- WHAT THIS TASK INVOLVES -
What is the number of lines in the entries below that include the word "shadow"? Provide the number only.

- EXTRACTED DATA -
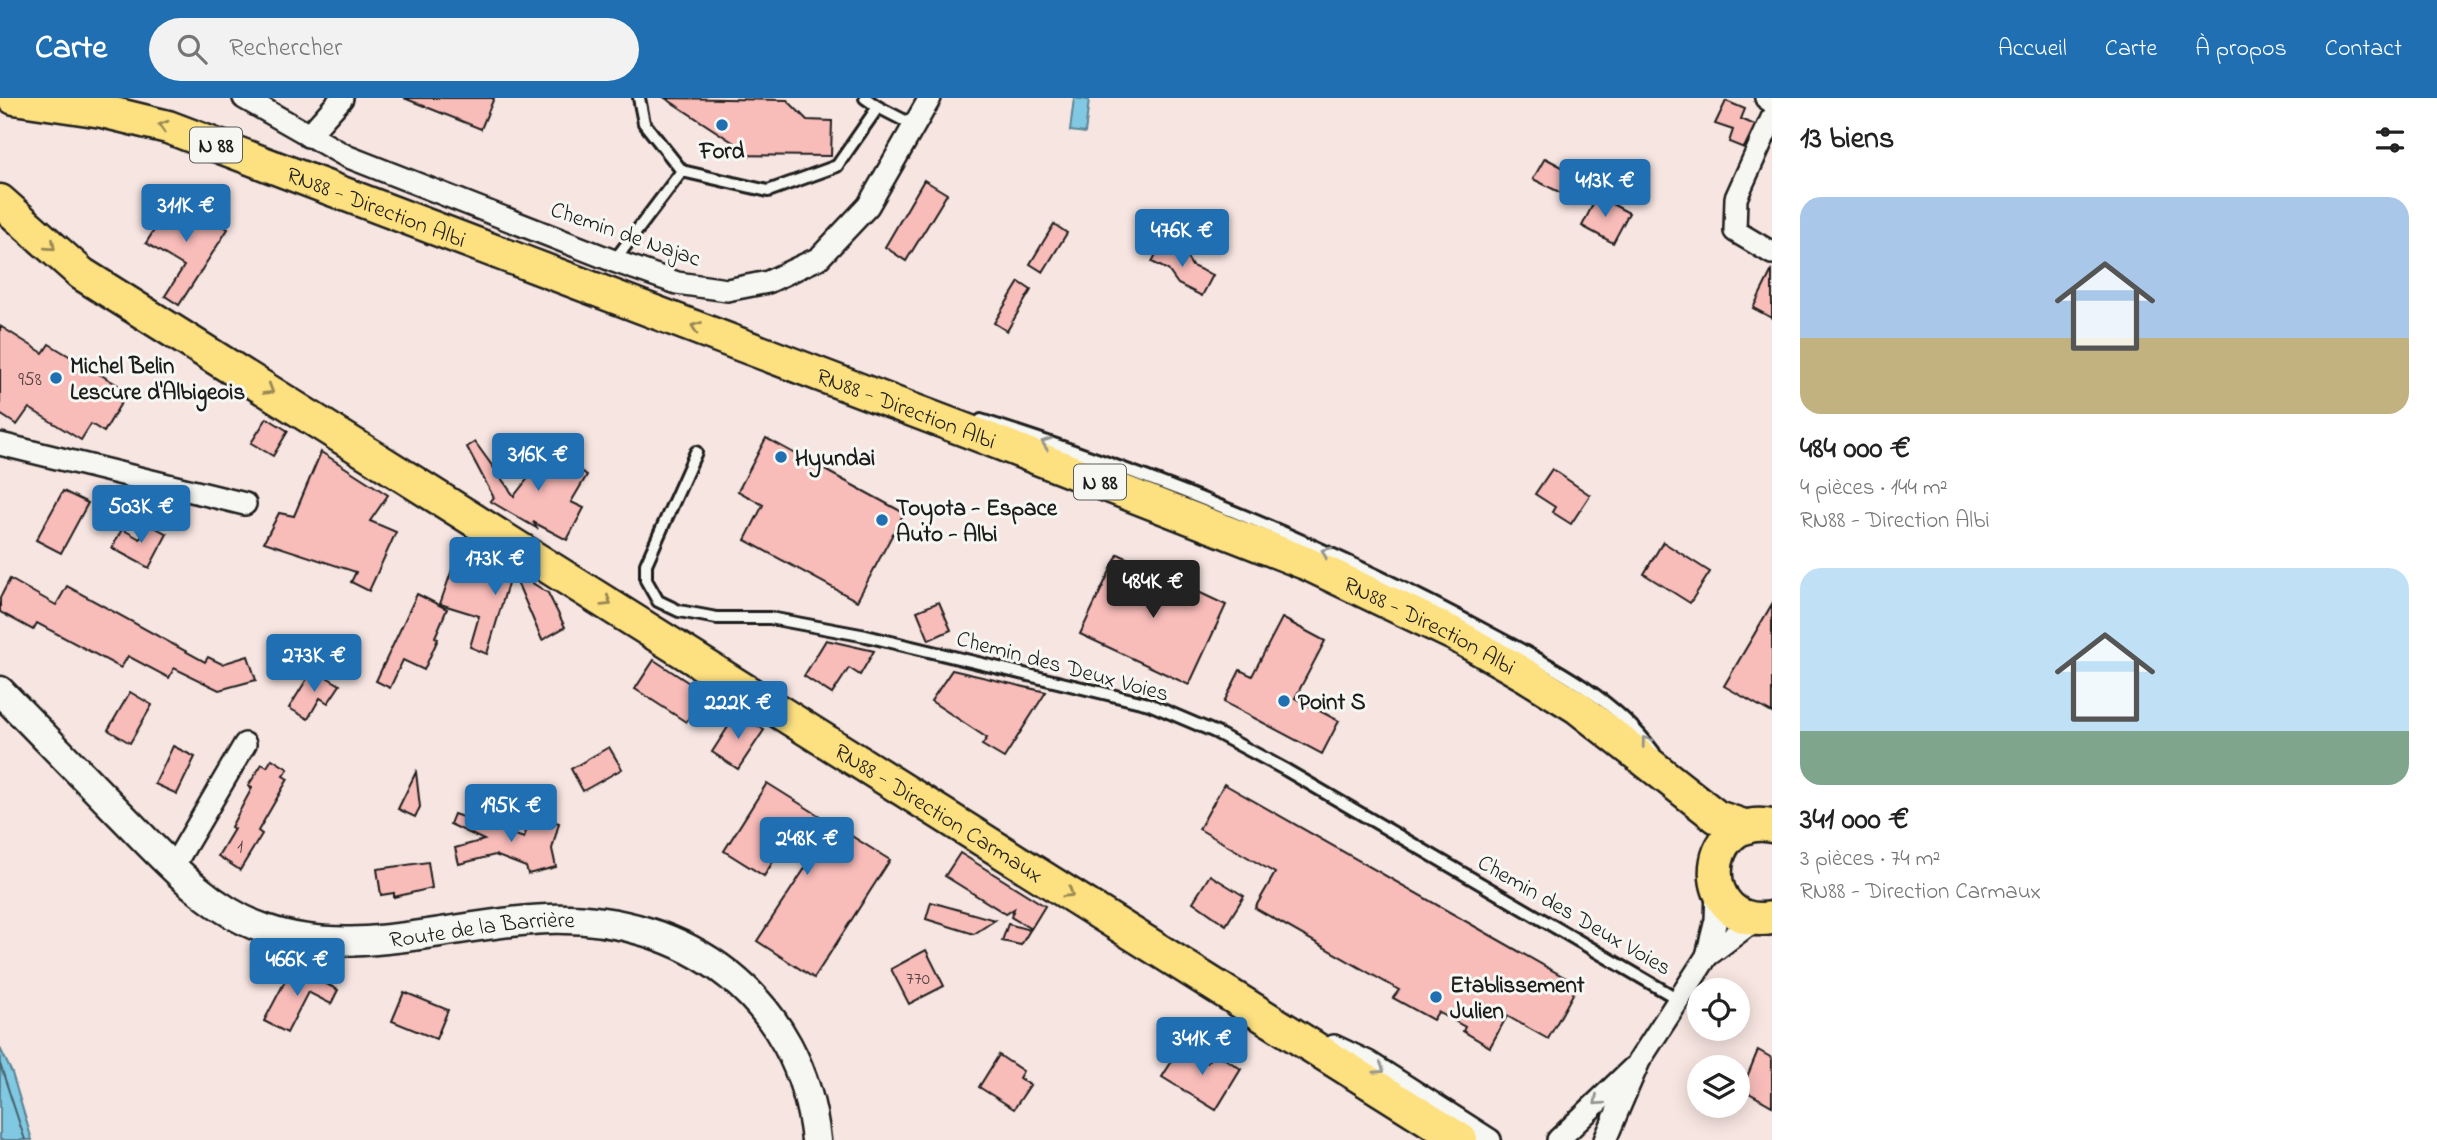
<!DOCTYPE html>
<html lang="fr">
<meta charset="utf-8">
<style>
:root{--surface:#fff;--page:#f2f2f2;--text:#222;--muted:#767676;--accent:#1f6fb2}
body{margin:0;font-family:"Indie Flower",sans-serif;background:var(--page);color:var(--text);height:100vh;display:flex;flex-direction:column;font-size:26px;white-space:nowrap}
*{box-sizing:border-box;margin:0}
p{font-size:23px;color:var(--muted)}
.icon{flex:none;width:38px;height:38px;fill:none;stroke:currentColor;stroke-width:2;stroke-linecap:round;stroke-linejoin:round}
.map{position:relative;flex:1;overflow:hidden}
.sheet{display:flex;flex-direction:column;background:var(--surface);width:665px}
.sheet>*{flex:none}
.controls{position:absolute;left:1687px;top:880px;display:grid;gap:14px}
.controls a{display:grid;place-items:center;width:63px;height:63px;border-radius:50%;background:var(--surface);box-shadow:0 4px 18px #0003;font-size:35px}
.price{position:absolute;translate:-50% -60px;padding:0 16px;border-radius:7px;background:var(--accent);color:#fff;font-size:23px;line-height:46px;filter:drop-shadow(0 2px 4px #0008)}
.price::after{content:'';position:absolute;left:50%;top:42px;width:21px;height:16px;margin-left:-10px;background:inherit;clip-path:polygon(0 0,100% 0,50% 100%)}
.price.on{background:#222;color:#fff}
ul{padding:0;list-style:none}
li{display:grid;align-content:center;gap:14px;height:371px;padding:0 28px}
li span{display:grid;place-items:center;height:217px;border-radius:21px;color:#555}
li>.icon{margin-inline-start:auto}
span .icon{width:126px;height:126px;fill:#fffc;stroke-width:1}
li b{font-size:30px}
h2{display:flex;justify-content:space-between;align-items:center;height:84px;padding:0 28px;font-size:30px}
header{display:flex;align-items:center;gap:42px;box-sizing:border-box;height:98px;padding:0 35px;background:var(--accent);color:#fff}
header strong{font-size:33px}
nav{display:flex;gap:38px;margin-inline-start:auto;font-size:24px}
.search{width:490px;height:63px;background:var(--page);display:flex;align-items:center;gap:18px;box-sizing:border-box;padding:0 24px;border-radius:38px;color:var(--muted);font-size:26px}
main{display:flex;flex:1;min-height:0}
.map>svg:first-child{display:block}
</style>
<header>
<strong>Carte</strong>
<div class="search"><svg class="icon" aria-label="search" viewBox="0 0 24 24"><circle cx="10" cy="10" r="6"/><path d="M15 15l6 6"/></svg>Rechercher</div>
<nav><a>Accueil</a><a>Carte</a><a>À propos</a><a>Contact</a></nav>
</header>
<main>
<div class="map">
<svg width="1772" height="1042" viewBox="0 0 1772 1042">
<rect width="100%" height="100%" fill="#f7e5e1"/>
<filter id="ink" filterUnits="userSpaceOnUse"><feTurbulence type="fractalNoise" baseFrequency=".0143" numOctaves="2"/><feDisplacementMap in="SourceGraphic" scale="14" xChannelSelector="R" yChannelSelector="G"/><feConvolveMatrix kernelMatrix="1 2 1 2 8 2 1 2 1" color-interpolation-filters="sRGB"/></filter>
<g filter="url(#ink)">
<g fill="#81c8e2" stroke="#598393" stroke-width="2">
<path d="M1074 0 1089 2 1085 35 1070 33Z"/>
<path d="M0 950 12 975 32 1042H0Z"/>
</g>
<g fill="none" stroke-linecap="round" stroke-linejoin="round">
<path stroke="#44616b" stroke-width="2" d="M0 966 25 1042"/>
</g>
<g fill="#f8bcb9" stroke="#1c1c1c" stroke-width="2">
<path d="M404 0H494L481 31Z"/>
<path d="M665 0 787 2 807 22 832 23 831 58 725 57 734 45Z"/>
<path d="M1726 3 1745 11 1741 21 1755 27 1744 50 1729 44 1733 32 1715 26Z"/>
<path d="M1545 60 1581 79 1571 100 1533 81Z"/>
<path d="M924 82 947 96 906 163 885 149Z"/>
<path d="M1597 98 1629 115 1613 145 1582 128Z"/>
<path d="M178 101 228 131 179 207 165 198 184 168 146 145 171 106 174 108Z"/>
<path d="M1054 126 1067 135 1043 174 1030 166Z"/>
<path d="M1162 144 1183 153 1192 168 1213 177 1202 198 1178 186 1168 172 1152 164Z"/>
<path d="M1772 172V220L1753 210Z"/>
<path d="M1019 184 1031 192 1007 233 994 225Z"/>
<path d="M0 228 43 255 49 246 128 293 104 334 91 326 81 342 29 310 17 327 0 316Z"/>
<path d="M267 320 288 333 273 358 251 345Z"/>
<path d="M766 340 904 415 857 503 745 442 763 407 738 393Z"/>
<path d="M475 344 514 398 550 352 587 377 571 404 584 410 567 442 533 424 538 431 490 403 494 400 467 349Z"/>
<path d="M321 354 388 397 370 423 396 434 369 493 351 484 356 474 264 444 279 415 294 418Z"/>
<path d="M1552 371 1590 397 1571 426 1552 414 1555 409 1535 396Z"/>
<path d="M63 393 88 405 61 455 36 442Z"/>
<path d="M149 426 167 436 149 470 112 450 122 431 140 441Z"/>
<path d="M1663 444 1710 474 1690 505 1644 476Z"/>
<path d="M471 447 512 472 548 495 565 529 542 542 512 472 487 556 470 549 479 518 440 506 454 466 462 469Z"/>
<path d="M1118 456 1226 507 1189 587 1080 536Z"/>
<path d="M10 481 56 507 67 488 205 564 208 559 222 566 248 558 256 582 219 592 174 570 169 580 128 558 121 570 37 525 33 532 0 514V500Z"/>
<path d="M417 496 447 511 435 539 438 541 424 572 403 562 390 590 376 583Z"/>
<path d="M939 504 951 532 929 542 917 513Z"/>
<path d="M1772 506V615L1724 588Z"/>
<path d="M1282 520 1325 543 1295 600 1339 623 1322 656 1224 604 1240 572 1252 578Z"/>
<path d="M826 542 874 553 860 577 849 570 832 596 804 578Z"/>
<path d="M654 562 706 596 686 624 635 591Z"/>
<path d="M313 571 340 587 328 605 320 600 308 621 289 610Z"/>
<path d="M952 572 1046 594 1004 660 982 647 987 640 931 603Z"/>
<path d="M130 594 152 607 130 645 108 632Z"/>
<path d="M737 615 764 632 738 671 712 654Z"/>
<path d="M173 648 195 659 177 696 155 686Z"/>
<path d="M609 649 622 671 583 693 571 671Z"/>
<path d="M272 661 288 671 283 678 288 681 258 733 262 736 240 772 218 758 234 731 231 729 252 690 248 688 262 666 267 669Z"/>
<path d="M416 674 420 709 415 719 398 711Z"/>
<path d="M767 685 890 762 814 880 757 843 817 752 791 735 764 778 724 753Z"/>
<path d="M1224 686 1578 887 1548 941 1507 918 1490 949 1463 933 1465 929 1438 914 1433 922 1393 900 1399 892 1255 810 1275 775 1199 731Z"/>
<path d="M454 716 524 740 531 717 559 725 552 751 556 769 528 776 526 769 495 757 459 766 455 750 484 742 450 726Z"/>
<path d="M960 755 1045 808 1031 831 1011 819 1014 811 1006 816 945 778Z"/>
<path d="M428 764 432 790 394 799V795L381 797 377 771Z"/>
<path d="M1210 777 1244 798 1226 827 1193 804Z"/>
<path d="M931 804 995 822 974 836 926 821Z"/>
<path d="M1008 826 1030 832 1021 847 1002 843Z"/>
<path d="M926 852 944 888 909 906 891 871Z"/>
<path d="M293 868 338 892 331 906 308 894 287 935 264 923Z"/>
<path d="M404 894 448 912 436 941 392 923Z"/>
<path d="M1181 949 1207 965 1214 954 1241 971 1216 1012 1162 979Z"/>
<path d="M1758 952 1772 960V1008L1742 991Z"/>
<path d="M999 957 1023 973 1019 980 1030 987 1014 1011 979 989Z"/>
</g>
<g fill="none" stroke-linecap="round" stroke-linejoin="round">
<g stroke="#1c1c1c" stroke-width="16">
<g id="lane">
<path d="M639 0 644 25 682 73"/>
<path d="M865 0 878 9"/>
<path d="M614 163 682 73 768 93 837 68 878 9 913 27"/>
<path d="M981 322C1154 377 1328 447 1488 534 1548 566 1613 598 1654 654"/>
<path d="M696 354 646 466V482L658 503 679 513 717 520H770L866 538 1149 606 1215 634 1286 672 1678 901"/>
</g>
</g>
<g stroke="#1c1c1c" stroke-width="26">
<g id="street">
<path d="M244 0 346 58 614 163 677 185 727 192 768 184 819 160 868 108 930 0"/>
<path d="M1766 0 1772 4"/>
<path d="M1772 20 1736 100 1735 133 1772 155"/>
<path d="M308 38 342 0"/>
<path d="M0 346 245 406"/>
<path d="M173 769 245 646"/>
<path d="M1707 858 1716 822 1717 791"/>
<path d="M1334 948 1368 964 1490 1042"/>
<path d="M1558 1042 1633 970"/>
<path d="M1605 1042 1639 963 1707 858 1756 821"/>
</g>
</g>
<g stroke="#1c1c1c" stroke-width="33">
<g id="secondary">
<path id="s1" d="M0 593C39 633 79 674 118 714 161 757 206 811 265 831 355 863 456 824 548 821 687 817 801 900 816 1042"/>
</g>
</g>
<g stroke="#1c1c1c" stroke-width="37">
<g id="primary">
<path id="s2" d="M14 0 102 13 168 29 981 338 1308 466 1454 536 1527 578 1577 609 1717 719 1747 729"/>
<path id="s3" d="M0 103 82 176 1461 1042"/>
<path d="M1772 728C1698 714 1696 833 1772 820"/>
</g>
</g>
<use href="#lane" stroke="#f6f6f2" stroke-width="10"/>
<use href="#street" stroke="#f6f6f2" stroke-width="21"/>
<use href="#secondary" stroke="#f6f6f2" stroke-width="28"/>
<use href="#primary" stroke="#fde080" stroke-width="32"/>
</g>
<defs><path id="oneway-chevron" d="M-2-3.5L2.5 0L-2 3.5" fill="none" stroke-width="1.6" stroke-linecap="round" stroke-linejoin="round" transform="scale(1.75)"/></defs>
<g stroke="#988853">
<use href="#oneway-chevron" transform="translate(163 28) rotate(-164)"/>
<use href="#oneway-chevron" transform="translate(51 148) rotate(42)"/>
<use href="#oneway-chevron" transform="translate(696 229) rotate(-159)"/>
<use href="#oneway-chevron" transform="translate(269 292) rotate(32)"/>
<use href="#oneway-chevron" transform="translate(607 504) rotate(32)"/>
<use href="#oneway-chevron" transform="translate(1069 795) rotate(32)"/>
</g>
<g stroke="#949492">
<use href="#oneway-chevron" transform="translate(1046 345) rotate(-160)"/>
<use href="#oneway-chevron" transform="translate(1326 454) rotate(-155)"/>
<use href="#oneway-chevron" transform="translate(1646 643) rotate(-127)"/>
<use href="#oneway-chevron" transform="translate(1380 971) rotate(33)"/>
<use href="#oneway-chevron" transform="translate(1598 1003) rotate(138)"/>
</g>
</g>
<g fill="#1f6fb2" stroke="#f6f6f2" stroke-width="2.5">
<circle cx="722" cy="27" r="7"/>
<circle cx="56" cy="280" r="7"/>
<circle cx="781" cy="359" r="7"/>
<circle cx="882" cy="422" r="7"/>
<circle cx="1284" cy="603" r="7"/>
<circle cx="1436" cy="899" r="7"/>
</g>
<g text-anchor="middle" stroke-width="6" stroke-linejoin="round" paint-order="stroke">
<g font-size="19" fill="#534443">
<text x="30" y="287">958</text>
<text x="240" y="754">1</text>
<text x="918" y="886">770</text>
</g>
<g fill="#f6f6f2" stroke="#5d5d5c" stroke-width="2">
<rect x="190" y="29.5" width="52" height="35" rx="5"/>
<rect x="1074" y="366.5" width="52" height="35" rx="5"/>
</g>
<g font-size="21" font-weight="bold" fill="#1c1c1c">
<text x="216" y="54">N 88</text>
<text x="1100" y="391">N 88</text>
</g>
<g font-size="23" font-weight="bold" fill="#1c1c1c" stroke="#f6f6f2" text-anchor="start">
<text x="722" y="60" text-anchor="middle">Ford</text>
<text x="70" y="275">Michel Belin<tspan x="70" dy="26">Lescure d'Albigeois</tspan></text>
<text x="795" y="367">Hyundai</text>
<text x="896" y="417">Toyota - Espace<tspan x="896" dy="26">Auto - Albi</tspan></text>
<text x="1298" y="611">Point S</text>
<text x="1450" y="894">Etablissement<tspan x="1450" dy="26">Julien</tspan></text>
</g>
<g font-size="23" fill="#1c1c1c" stroke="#f6f6f2">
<text dy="8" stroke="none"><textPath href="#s2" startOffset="380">RN88 - Direction Albi</textPath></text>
<text transform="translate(626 135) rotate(19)" y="8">Chemin de Najac</text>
<text dy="8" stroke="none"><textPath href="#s2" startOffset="947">RN88 - Direction Albi</textPath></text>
<text dy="8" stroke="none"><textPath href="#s2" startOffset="1514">RN88 - Direction Albi</textPath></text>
<text transform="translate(1063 567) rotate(15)" y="8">Chemin des Deux Voies</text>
<text dy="8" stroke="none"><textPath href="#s3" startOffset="1122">RN88 - Direction Carmaux</textPath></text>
<text transform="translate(1575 816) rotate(30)" y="8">Chemin des Deux Voies</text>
<text dy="8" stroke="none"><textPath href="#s1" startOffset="578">Route de la Barrière</textPath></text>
</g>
</g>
</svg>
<div class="controls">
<a><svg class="icon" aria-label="locate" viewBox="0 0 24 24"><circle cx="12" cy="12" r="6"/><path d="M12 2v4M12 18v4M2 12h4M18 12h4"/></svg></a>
<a><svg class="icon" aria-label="layers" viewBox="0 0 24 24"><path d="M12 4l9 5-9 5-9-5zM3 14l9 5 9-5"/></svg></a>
</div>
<b class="price" style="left:1605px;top:121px">413K €</b>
<b class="price" style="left:186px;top:146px">311K €</b>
<b class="price" style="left:1182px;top:171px">476K €</b>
<b class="price" style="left:538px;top:395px">316K €</b>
<b class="price" style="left:141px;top:447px">503K €</b>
<b class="price" style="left:495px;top:499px">173K €</b>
<b class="price on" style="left:1153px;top:522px">484K €</b>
<b class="price" style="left:314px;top:596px">273K €</b>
<b class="price" style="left:738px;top:643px">222K €</b>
<b class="price" style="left:511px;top:746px">195K €</b>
<b class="price" style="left:807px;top:779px">248K €</b>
<b class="price" style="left:297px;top:900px">466K €</b>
<b class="price" style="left:1202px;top:979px">341K €</b>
</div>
<section class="sheet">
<h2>13 biens<svg class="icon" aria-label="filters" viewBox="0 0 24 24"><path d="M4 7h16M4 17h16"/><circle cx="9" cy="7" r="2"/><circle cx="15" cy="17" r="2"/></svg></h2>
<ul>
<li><span style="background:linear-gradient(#a9c7e8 65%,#c2b280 0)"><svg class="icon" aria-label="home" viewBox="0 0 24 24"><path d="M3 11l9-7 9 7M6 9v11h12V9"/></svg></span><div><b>484 000 €</b><p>4 pièces · 144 m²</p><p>RN88 - Direction Albi</p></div></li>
<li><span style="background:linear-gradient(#bfe0f5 75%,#7fa58c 0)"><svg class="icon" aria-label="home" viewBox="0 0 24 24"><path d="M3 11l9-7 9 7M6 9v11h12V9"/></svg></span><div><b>341 000 €</b><p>3 pièces · 74 m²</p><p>RN88 - Direction Carmaux</p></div></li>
</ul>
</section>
</main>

- ANSWER FOR THE TASK -
2